Ему нужно было уезжать, ещё день-два, и быстрее что-то решать. Самым разумным ему казалось забрать её с собой, убедить, что нужно с детьми подождать. Но зачем обнадёживать её, если, он знал, рано или поздно она снова поднимет этот вопрос. Хорт был честен, и перед ним возникала нешуточная проблема — что делать с Птичкой, которая была сейчас похожа на раненую синичку, с тоской глядящую в небо.

— Влад, вот, спрошу тебя, ага? — вдруг обратился Сидорыч к молодому мужчине.

— Конечно, спрашивайте, — пожал плечами он.

— Смотри, какая дивчина пропадает, а? Отчего не женишься на ней? Она наверняка пойдёт за тебя, любит потому что, а?

Птичка покраснела, засмеявшись.

— Зачем ты так, Сидорыч? — растерянно произнесла она.

— Я тоже об этом как раз думаю, — медленно протянул Хорт. — Только у нас с ней разные понятия брака.

— Эт как, Влад? — не понял старик. — Объясни мне, тупому.

— Она хочет, чтобы я исполнял любые её прихоти, а что у меня есть своё мнение, её не трогает. Хочу и всё, думает она. Но я всё равно останусь при своём.

Сидорыч хитро прищурился, не догадываясь, что имеет в виду Хорт.

— А зачем ты воюешь с ней? Это зря, с девками воевать совсем не рекомендую, соглашайся со всем и делай молча по-своему. И она будет довольна, и ты при своём.

Молодой мужчина улыбнулся: — Хорошая мысль, но она не дура — догадается.

— Тогда не знаю, не знаю, а? — по привычке оканчивать любую реплику вопросом произнёс Сидорыч. — Вас, молодёжь, не понять. Живёте вместе, хорошо вам вместе, а сойдётесь — драка стоит и бой каждый день.

— А у вас была жена? — спросил Хорт неосторожно.

Птичка странно напряглась, извиняюще взглянув на Сидорыча. Но тот не заметил.

— Да, была. И не одна. Первая не дождалась с войны — молоденькая, глупая, вышла замуж за другого парня. Тот запил, да бросил её. Приходила ко мне после него, я не принял. Вторая… женился уже после сорока, она тоже — не девочка, тридцать семь было. Дочка у нас появилась. Она через два года вторым забеременела, да не судьба — умерла в родах вместе с девочкой. Врачи ничего не могли сделать или, кто их, паскуд, знает, а? Вон отец её, — старик кивнул на Птичку, — тот наоборот верит им, а я нет.

Хорт вздохнул, встретившись с тревожным и горящим взглядом Птички.

— У меня тоже была, — неожиданно сказал молодой мужчина, глядя в глаза Птички, — казалось даже, что любил. А поженились, и началось. Она ненавидела мотоциклы, мой мотоклуб, моё всё. Разбежались. Ребёнок тоже есть, мальчик, его жалко.

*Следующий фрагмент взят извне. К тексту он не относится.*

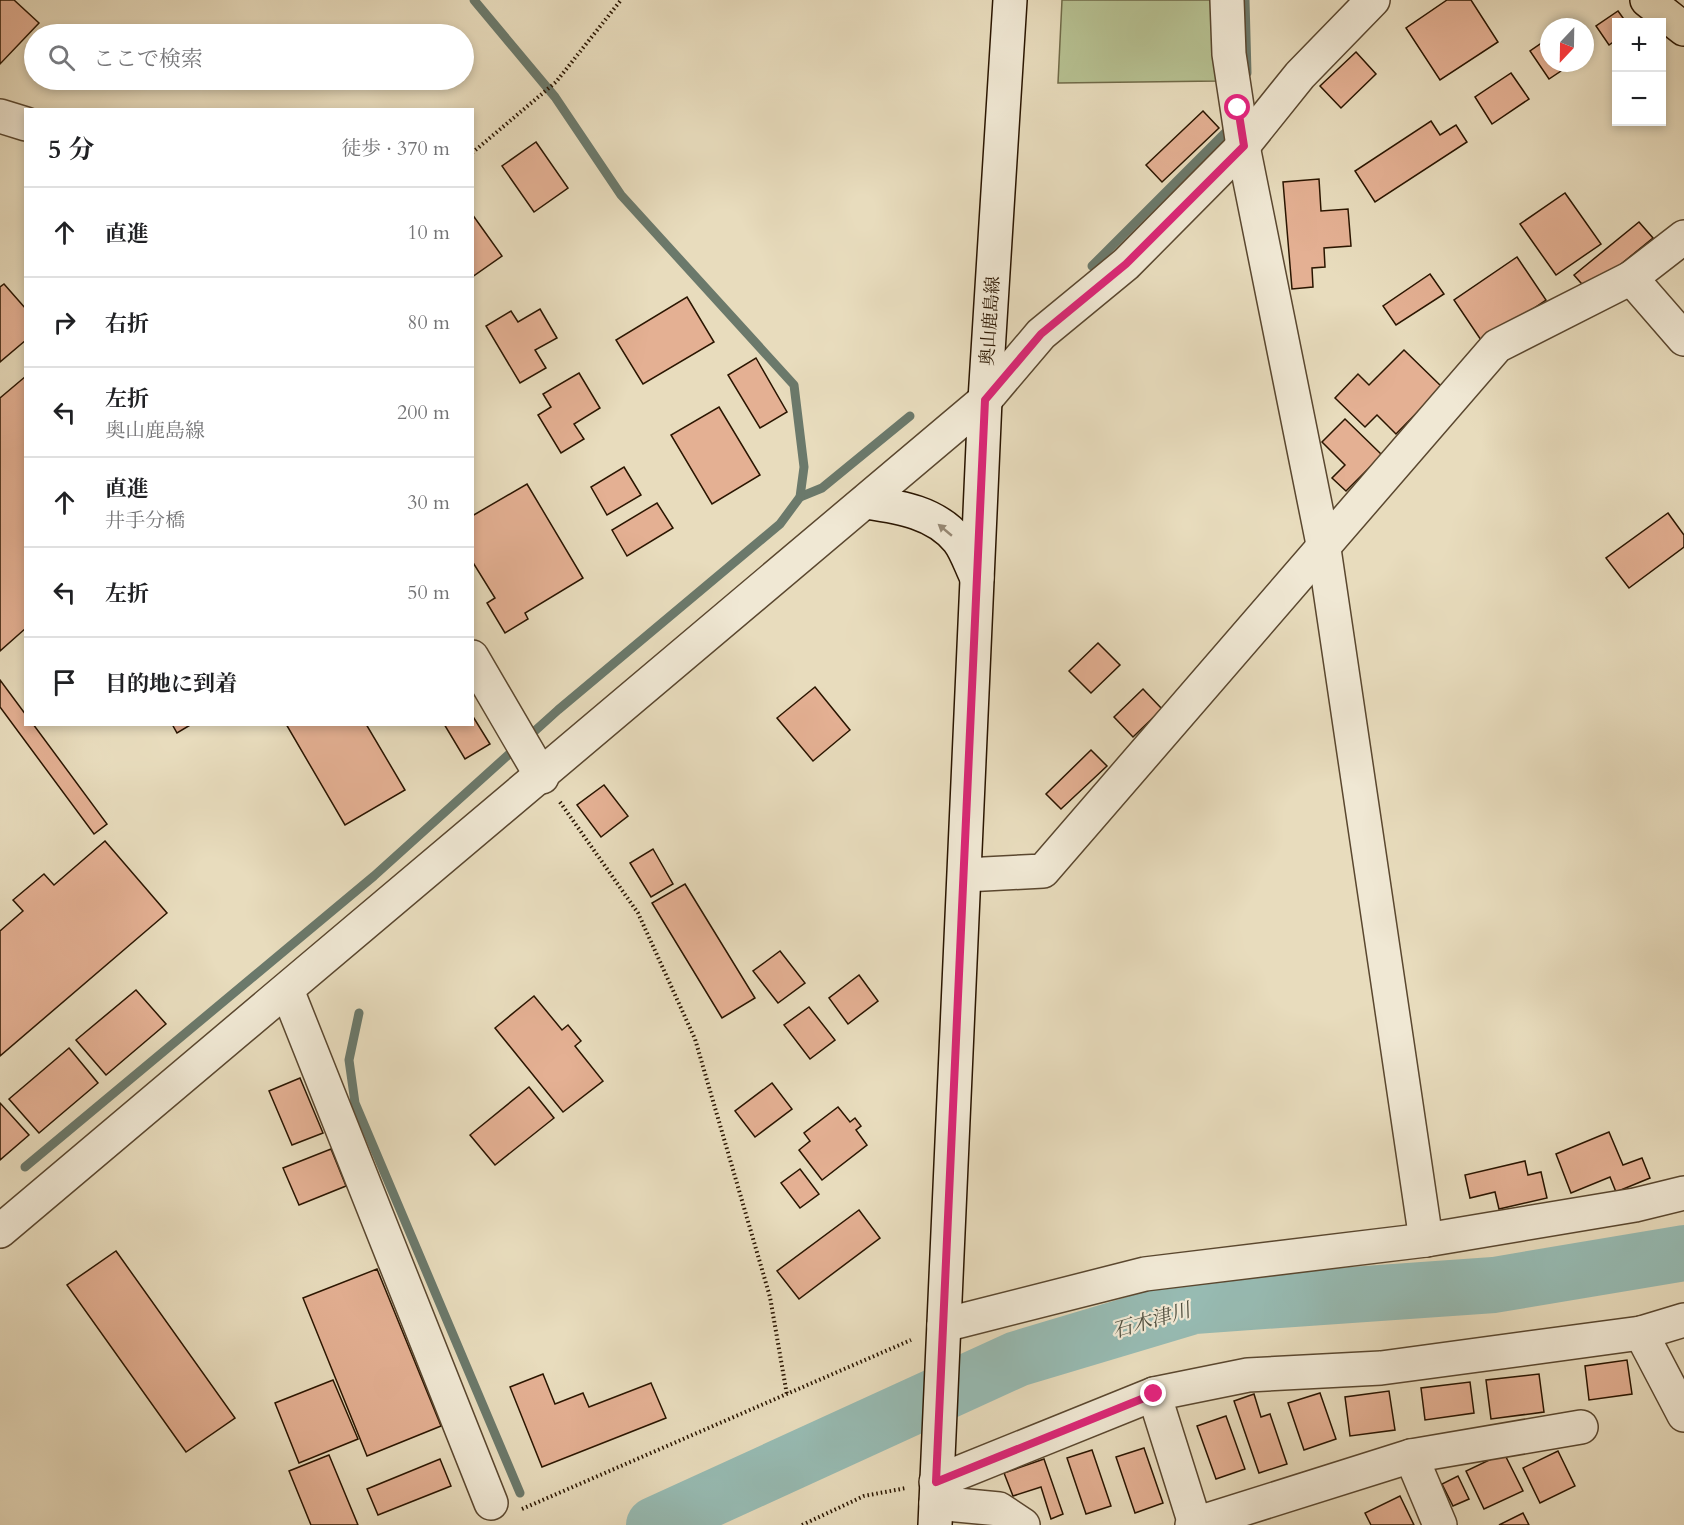 <!DOCTYPE html>
<html lang="ja">
<head>
<meta charset="utf-8">
<style>
  :root { --surface:#fff; --page:#f6f6f6; --text:#202124; --muted:#757577; --line:#e0e0e0 }
  body { margin:0; font-family:Cardo,"Noto Serif JP",serif; background:var(--page); color:var(--text) }
  .controls { position:absolute; right:18px; top:18px; display:grid; overflow:hidden; border-radius:0px; box-shadow:0 3px 9px #0003 }
  .controls button { width:54px; height:54px; display:grid; place-items:center; padding:0; border:0; border-bottom:2px solid var(--line); background:var(--surface); color:var(--text); font:30px sans-serif }
  .compass { position:absolute; left:1540px; top:18px; width:54px; height:54px; border-radius:50%; background:var(--surface); box-shadow:0 3px 9px #0003; rotate:202deg }
  .stop { position:absolute; width:18px; height:18px; margin:-14px; border:4px solid #db2777; border-radius:50%; background:#fff }
  .stop.end { background:#db2777; border-color:#fff; box-shadow:0 2px 6px #0008 }
  .list { margin:0; padding:0; list-style:none }
  h2 { display:flex; justify-content:space-between; align-items:center; height:78px; margin:0; padding:0 24px; font-size:26px }
  h2 small { font-size:20px; font-weight:400; color:var(--muted) }
  .list li { display:grid; grid-template-columns:39px 1fr auto; gap:18px; align-items:center; box-sizing:border-box; height:90px; padding:0 24px; border-top:2px solid var(--line) }
  .list b { display:block; font-size:22px; white-space:nowrap }
  .list p { margin:0; font-size:20px; white-space:nowrap; color:var(--muted) }
  .list em { font-size:20px; font-style:normal; color:var(--muted) }
  .icon { flex:none; width:33px; height:33px; fill:none; stroke:currentColor; stroke-width:2; stroke-linecap:round; stroke-linejoin:round }
  .map { position:relative; flex:none; width:1684px; height:1525px; overflow:hidden }
  .search { position:absolute; background:var(--surface); box-shadow:0 3px 9px #0003; left:24px; top:24px; width:450px; height:66px; display:flex; align-items:center; gap:15px; box-sizing:border-box; padding:0 21px; border-radius:33px; color:var(--muted); font-size:22px }
  .panel { position:absolute; background:var(--surface); box-shadow:0 3px 9px #0003; left:24px; top:108px; width:450px; height:618px; border-radius:0px }
  .map>svg:first-child { display:block }
  .green { fill:#b6c091; stroke:#706a48; stroke-width:1.5 }
  .lines { fill:none; stroke-linecap:round; stroke-linejoin:round }
  .stream { stroke:#6b796b; stroke-width:9 }
  .river { stroke:#97bbb3; stroke-width:56 }
  .building { fill:#e4b093; stroke:#2a1500; stroke-width:1.5 }
  .minor-casing { stroke:#5a472f; stroke-width:36 }
  .tertiary-casing { stroke:#5a472f; stroke-width:36 }
  .secondary-casing { stroke:#2a1500; stroke-width:36 }
  .trunk-casing { stroke:#2a1500; stroke-width:36 }
  .path { stroke:#2a1500; stroke-width:4; stroke-dasharray:1.5 3; stroke-linecap:butt }
  .minor { stroke:#f0e8d4; stroke-width:33 }
  .tertiary { stroke:#f0e8d4; stroke-width:33 }
  .secondary { stroke:#f0e8d4; stroke-width:33 }
  .trunk { stroke:#e8dcbd; stroke-width:33 }
  .oneway { fill:#978975 }
  .route { stroke:#db2777; stroke-width:8 }
  .labels { text-anchor:middle; stroke-width:4.5; stroke-linejoin:round; paint-order:stroke }
  .street-label { font-size:18px; fill:#2a1500; stroke:#f0e8d4 }
  .water-label { font-size:20px; font-style:italic; fill:#504f3f; stroke:#f0e8d4 }
</style>
</head>
<body>
<div class="map">
<svg width="1684" height="1525" viewBox="0 0 1684 1525">
  <rect width="100%" height="100%" fill="#e8dcbd"/>
  <filter id="stains"><feTurbulence type="fractalNoise" baseFrequency=".00333" numOctaves="4"/><feColorMatrix values="0 0 0 0 .2 0 0 0 0 .09 0 0 0 0 .02 0 0 0 .5 -.17"/></filter>
  <radialGradient id="worn" r=".72"><stop offset=".6" stop-color="#630" stop-opacity="0"/><stop offset="1" stop-color="#630" stop-opacity=".3"/></radialGradient>
  <polygon class="green" points="1062,0 1216,0 1219,81 1058,83"/>
  <g class="lines">
    <g class="stream">
      <polyline points="1245,0 1247,73"/>
      <polyline points="1092,266 1233,125"/>
      <polyline points="800,497 822,488 910,416"/>
      <polyline points="359,1013 349,1060 355,1103 520,1493"/>
      <polyline points="25,1167 374,876 558,710 780,524 800,497 804,467 794,385 621,195 555,97 474,0"/>
    </g>
    <polyline class="river" points="654,1525 1017,1359 1194,1306 1494,1285 1684,1253"/>
  </g>
  <g class="building">
    <polygon points="0,0 14,0 39,23 0,64"/>
    <polygon points="1447,0 1471,0 1498,42 1440,80 1406,28"/>
    <polygon points="1618,11 1626,22 1616,22 1616,40 1609,45 1596,26"/>
    <polygon points="1549,38 1549,63 1573,63 1549,79 1530,51"/>
    <polygon points="1356,52 1376,74 1341,108 1320,86"/>
    <polygon points="1511,73 1529,99 1492,124 1475,97"/>
    <polygon points="1203,111 1219,128 1162,182 1146,165"/>
    <polygon points="1431,121 1440,135 1456,125 1467,142 1375,202 1355,171"/>
    <polygon points="536,142 568,188 534,212 502,166"/>
    <polygon points="1319,179 1321,211 1348,209 1351,246 1324,248 1325,267 1312,268 1313,287 1292,289 1283,182"/>
    <polygon points="1565,193 1601,244 1556,275 1520,224"/>
    <polygon points="472,214 502,256 472,277"/>
    <polygon points="1639,222 1653,238 1588,291 1574,275"/>
    <polygon points="1517,257 1546,300 1483,343 1454,300"/>
    <polygon points="1430,274 1444,294 1396,325 1383,306"/>
    <polygon points="4,284 26,309 26,340 0,362 0,287"/>
    <polygon points="687,297 714,342 643,384 616,340"/>
    <polygon points="540,309 557,338 535,350 546,368 520,383 486,326 511,311 518,322"/>
    <polygon points="1404,350 1442,387 1396,434 1377,415 1365,427 1335,398 1358,374 1369,385"/>
    <polygon points="756,358 787,412 760,428 728,375"/>
    <polygon points="579,373 600,408 574,424 584,439 561,453 538,415 551,407 543,394"/>
    <polygon points="26,376 26,628 0,651 0,398"/>
    <polygon points="719,407 760,475 712,504 671,435"/>
    <polygon points="1345,419 1382,455 1346,491 1332,478 1345,465 1322,442"/>
    <polygon points="624,467 641,495 607,515 591,487"/>
    <polygon points="527,484 583,578 525,613 528,619 505,633 487,603 495,598 472,561 472,516"/>
    <polygon points="657,503 673,528 627,556 612,530"/>
    <polygon points="1668,513 1684,535 1684,547 1629,588 1606,558"/>
    <polygon points="1098,643 1120,665 1091,693 1069,671"/>
    <polygon points="0,680 26,715 26,724 33,724 107,824 94,834 0,707"/>
    <polygon points="815,687 850,730 813,761 777,718"/>
    <polygon points="1143,689 1162,709 1133,737 1114,717"/>
    <polygon points="472,715 490,744 465,759 444,724 472,724"/>
    <polygon points="172,724 192,724 177,733"/>
    <polygon points="286,724 366,724 405,790 345,825"/>
    <polygon points="1091,750 1107,766 1061,809 1046,794"/>
    <polygon points="604,785 628,816 601,837 577,805"/>
    <polygon points="105,841 167,913 0,1056 0,931 23,911 13,900 44,874 54,885"/>
    <polygon points="653,849 673,884 651,897 630,863"/>
    <polygon points="685,884 755,998 722,1018 652,903"/>
    <polygon points="780,951 805,983 778,1003 753,971"/>
    <polygon points="859,975 878,1001 848,1024 829,998"/>
    <polygon points="136,990 166,1024 106,1075 76,1040"/>
    <polygon points="534,996 562,1030 568,1025 581,1041 575,1046 603,1081 563,1112 495,1028"/>
    <polygon points="809,1007 835,1040 810,1059 784,1025"/>
    <polygon points="69,1048 98,1083 39,1133 9,1099"/>
    <polygon points="300,1078 323,1133 292,1145 269,1091"/>
    <polygon points="772,1083 792,1109 755,1137 735,1111"/>
    <polygon points="529,1087 554,1118 495,1165 470,1135"/>
    <polygon points="0,1103 29,1135 0,1160"/>
    <polygon points="838,1107 850,1122 855,1118 861,1126 856,1130 867,1145 822,1180 799,1150 810,1141 804,1133"/>
    <polygon points="1609,1132 1623,1165 1642,1158 1650,1178 1616,1192 1610,1177 1571,1193 1556,1154"/>
    <polygon points="331,1149 346,1186 299,1205 283,1168"/>
    <polygon points="1525,1161 1528,1175 1541,1172 1547,1198 1499,1209 1495,1192 1470,1198 1465,1175"/>
    <polygon points="800,1169 819,1194 800,1208 781,1183"/>
    <polygon points="859,1210 880,1238 799,1299 777,1271"/>
    <polygon points="116,1251 235,1418 186,1452 67,1285"/>
    <polygon points="377,1269 441,1426 367,1456 303,1298"/>
    <polygon points="1627,1360 1632,1394 1589,1400 1585,1366"/>
    <polygon points="543,1374 555,1404 583,1393 589,1407 651,1383 666,1418 542,1467 510,1387"/>
    <polygon points="1539,1374 1544,1412 1491,1419 1486,1380"/>
    <polygon points="333,1380 358,1439 299,1463 275,1403"/>
    <polygon points="1470,1382 1474,1413 1425,1420 1421,1388"/>
    <polygon points="1389,1391 1395,1430 1350,1436 1345,1397"/>
    <polygon points="1320,1393 1336,1439 1304,1450 1288,1403"/>
    <polygon points="1254,1394 1261,1417 1270,1414 1287,1464 1259,1473 1234,1401"/>
    <polygon points="1226,1416 1245,1469 1216,1479 1197,1426"/>
    <polygon points="1144,1448 1163,1503 1135,1513 1116,1457"/>
    <polygon points="1092,1450 1111,1506 1086,1514 1067,1458"/>
    <polygon points="1558,1451 1575,1486 1540,1503 1523,1468"/>
    <polygon points="1504,1453 1523,1491 1484,1509 1466,1471"/>
    <polygon points="329,1455 358,1525 311,1525 289,1471"/>
    <polygon points="440,1459 451,1486 378,1515 367,1489"/>
    <polygon points="1044,1459 1063,1514 1051,1519 1041,1487 1013,1496 1004,1473"/>
    <polygon points="1458,1476 1469,1499 1453,1506 1442,1484"/>
    <polygon points="1400,1496 1414,1525 1371,1525 1365,1513"/>
    <polygon points="1523,1513 1529,1525 1499,1525"/>
  </g>
  <g class="lines">
    <defs>
      <g id="minor">
        <polyline points="1227,0 1229,54 1243,146 1324,549 1426,1240"/>
        <polyline points="0,116 26,124"/>
        <polyline points="1631,278 1684,339"/>
        <polyline points="985,400 1041,334 1126,264 1243,146 1300,75 1373,0"/>
        <polyline points="472,657 542,777"/>
        <polyline points="965,875 1043,871 1497,346 1631,278 1684,237"/>
        <polyline points="287,990 491,1503"/>
        <polyline points="944,1325 1145,1274 1426,1240 1635,1205 1684,1193"/>
        <polyline points="1641,1333 1684,1415"/>
        <polyline points="1154,1394 1195,1524"/>
        <polyline points="1411,1456 1440,1525"/>
        <polyline points="936,1482 1154,1394 1248,1375 1381,1368 1641,1333 1684,1320"/>
        <polyline points="936,1503 999,1509 1023,1525"/>
        <polyline points="1192,1525 1411,1456 1581,1427"/>
      </g>
      <polyline id="tertiary" points="0,1231 985,400"/>
      <g id="secondary">
        <path d="M 866,502 C 899,507 935,512 958,540 C 966,550 971,566 977,578"/>
        <polyline points="935,1525 985,400 1010,0"/>
      </g>
      <polyline id="trunk" points="1647,0 1684,29"/>
    </defs>
    <use href="#minor" class="minor-casing"/>
    <use href="#tertiary" class="tertiary-casing"/>
    <use href="#secondary" class="secondary-casing"/>
    <use href="#trunk" class="trunk-casing"/>
    <g class="path">
      <polyline points="472,153 556,82 621,0"/>
      <polyline points="560,802 638,913 695,1039 770,1297 787,1395"/>
      <polyline points="522,1509 911,1340"/>
      <polyline points="802,1525 864,1496 906,1488"/>
    </g>
    <use href="#minor" class="minor"/>
    <use href="#tertiary" class="tertiary"/>
    <use href="#secondary" class="secondary"/>
    <use href="#trunk" class="trunk"/>
  </g>
  <defs><path id="oneway-solid" d="M-6-.8H1V-3.2L6.5 0L1 3.2V.8H-6Z" transform="scale(1.5)"/></defs>
  <use class="oneway" href="#oneway-solid" transform="translate(945 530) rotate(-140)"/>
  <g class="lines">
    <polyline class="route" points="1154,1394 936,1482 985,400 1041,334 1126,264 1244,146 1238,108"/>
  </g>
  <g class="labels">
    <g class="street-label">
      <text transform="translate(990 321) rotate(-86)" y="6">奥山鹿島線</text>
    </g>
    <g class="water-label">
      <text transform="translate(1151 1320) rotate(-16)" y="7">石木津川</text>
    </g>
  </g>
  <rect width="100%" height="100%" filter="url(#stains)"/>
  <rect width="100%" height="100%" fill="url(#worn)"/>
</svg>
<div class="controls">
<button>+</button>
<button>−</button>
</div>
<svg class="compass" viewBox="-18 -18 36 36"><path d="M0-13l5 13h-10z" fill="#e53935"/><path d="M0 13l5-13h-10z" fill="#757577"/></svg>
<div class="stop" style="left:1238px;top:108px"></div>
<div class="stop end" style="left:1154px;top:1394px"></div>
<div class="search"><svg class="icon" aria-label="search" viewBox="0 0 24 24"><circle cx="10" cy="10" r="6"/><path d="M15 15l6 6"/></svg>ここで検索</div>
<section class="panel">
<h2>5 分<small>徒歩 · 370 m</small></h2>
<ul class="list">
<li><svg class="icon" aria-label="ahead" viewBox="0 0 24 24"><path d="M12 20V5M6 11l6-6 6 6"/></svg><div><b>直進</b></div><em>10 m</em></li>
<li><svg class="icon" aria-label="right" viewBox="0 0 24 24"><path d="M7 20v-9h11M14 6l5 5-5 5"/></svg><div><b>右折</b></div><em>80 m</em></li>
<li><svg class="icon" aria-label="left" viewBox="0 0 24 24"><path d="M17 20v-9H6M10 6l-5 5 5 5"/></svg><div><b>左折</b><p>奥山鹿島線</p></div><em>200 m</em></li>
<li><svg class="icon" aria-label="ahead" viewBox="0 0 24 24"><path d="M12 20V5M6 11l6-6 6 6"/></svg><div><b>直進</b><p>井手分橋</p></div><em>30 m</em></li>
<li><svg class="icon" aria-label="left" viewBox="0 0 24 24"><path d="M17 20v-9H6M10 6l-5 5 5 5"/></svg><div><b>左折</b></div><em>50 m</em></li>
<li><svg class="icon" aria-label="arrive" viewBox="0 0 24 24"><path d="M6 21V4h12l-3 4 3 4H6"/></svg><div><b>目的地に到着</b></div></li>
</ul>
</section>
</div>
</body>
</html>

— Уезжай, Хорт, — тихо произнесла Птичка, едва выдыхая слова, когда Сидорыч ушёл в дом. Глаза её стали кобальто-синими от решительной боли. — Уезжай к себе, и забудь обо мне, так будет лучше для нас.

Ещё два дня они жили у Сидорыча, но ни разу больше не разговаривали ни о планах на будущее, ни о прошлом. Они много занимались любовью, и последнюю ночь даже ночевали на сеновале. Там было тепло, сухо и как-то пусто. Пахло ушедшим летом. Обнявшись, они молчали, слушая сердца друг друга.